Collecting the contributions made by Gronbacher in 1998, Moreno-Riano in 2005, Wojtyla in 1993, among others, Kliatchko (2009, p. 164) states that “adopting a personalist view of consumers in developing IMC programs will guarantee a positive, ethical portrayal of consumers in marketing communications materials”, unlike the individualist approach that is considered the opposed to solidarity since it tends to a life’s vision focused toward oneself, the personalism view is relational and foster solidarity; it highlights dignity and the value of the person.  Therefore, ethical marketing is consistent with IMC principles as long as a personalist view is adopted; along with all company ‘practices, when communicating, the principles of fairness, transparency, and integrity should be embraced, the integration of both will lead to building strong ongoing relationships with the audience, create brand loyalty and consequently brand equity.   To illustrate let´s take a look at the beauty industry, brands like Glossier and the body shop are some of the startups following a personalistic view of consumers in its IMC, consistent with ethical marketing principles. Besides the current trend of beauty brands looking to be more inclusive in the way the show ethnic, age, and body diversity in their marketing campaigns, those brands are also worried about how they speak to and listen to consumers.

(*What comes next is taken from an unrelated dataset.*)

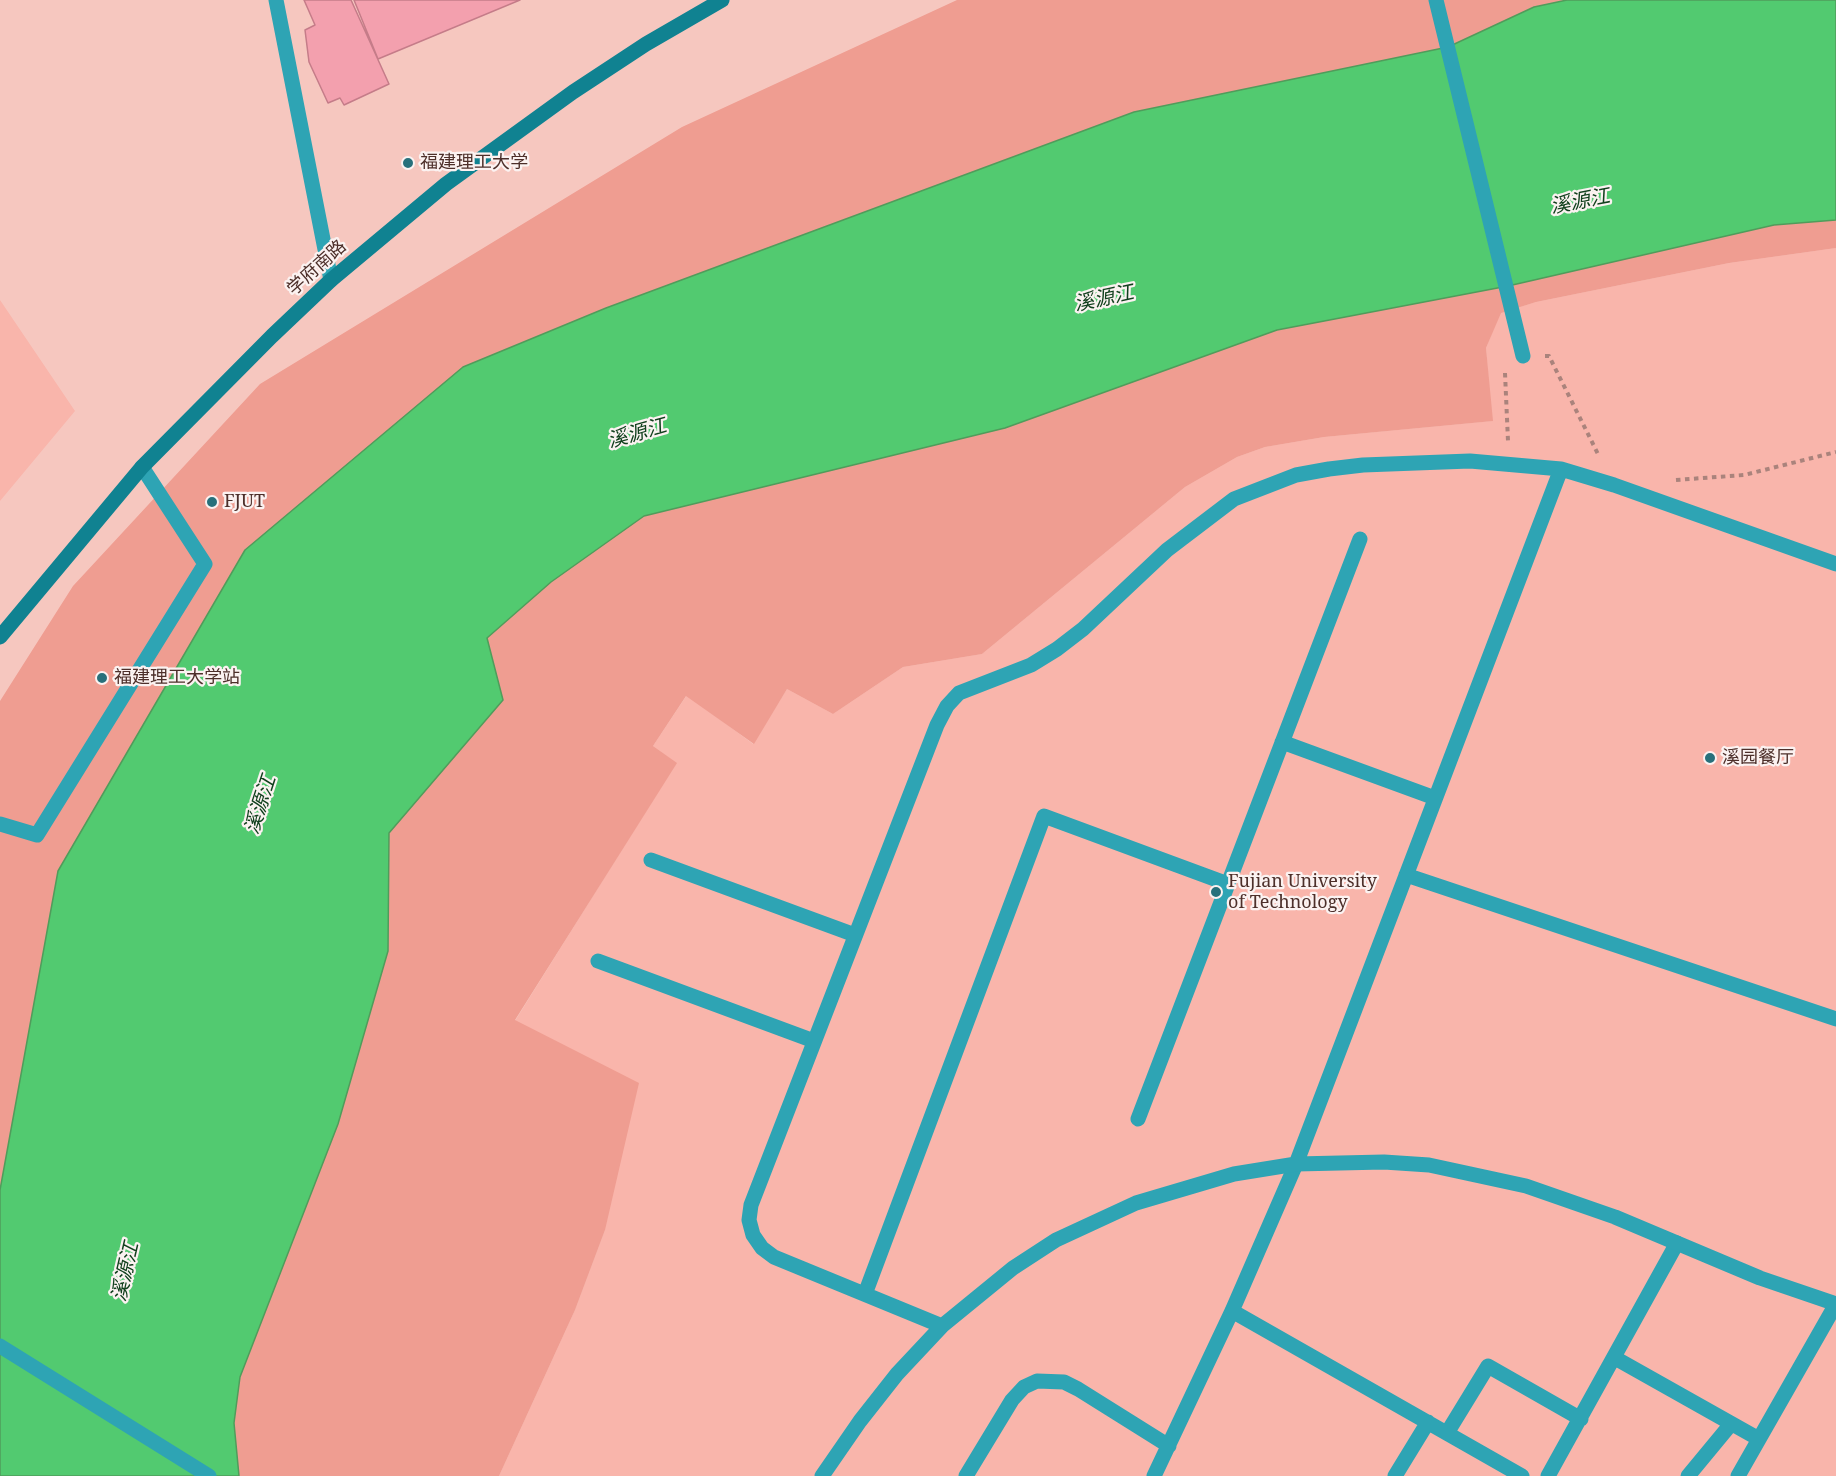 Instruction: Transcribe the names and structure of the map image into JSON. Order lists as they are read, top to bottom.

Glossier, for instance, is a makeup brand launched in 2014 by Emily Weiss, after conducting interviews the founder realized that women were more attracted in learning about makeup products from women who inspired them, unlike the image economy in which beauty stereotypes pressed women, Glossier is letting consumers define what beauty means to them and based on this principle has integrated its marketing communications in a way consumers see themselves in the images. Also, the brand has been using digital tools such as social media among other channels to provide customers a direct connection and make the brand more accessible, it let consumers ask questions about the products and the company through email communications (ADWEEK, 2017). In addition to, there is an increasing demand for brand transparency, from ingredients sourcing to pricing. The body shop, for example, is considered a pioneer of corporate social responsibility by being one of the first companies to publish a complete report of its efforts and initiatives, the brand was created by Anita Roddick and stands up for animal rights, fair trade, human rights, environmental protection and women self-esteem.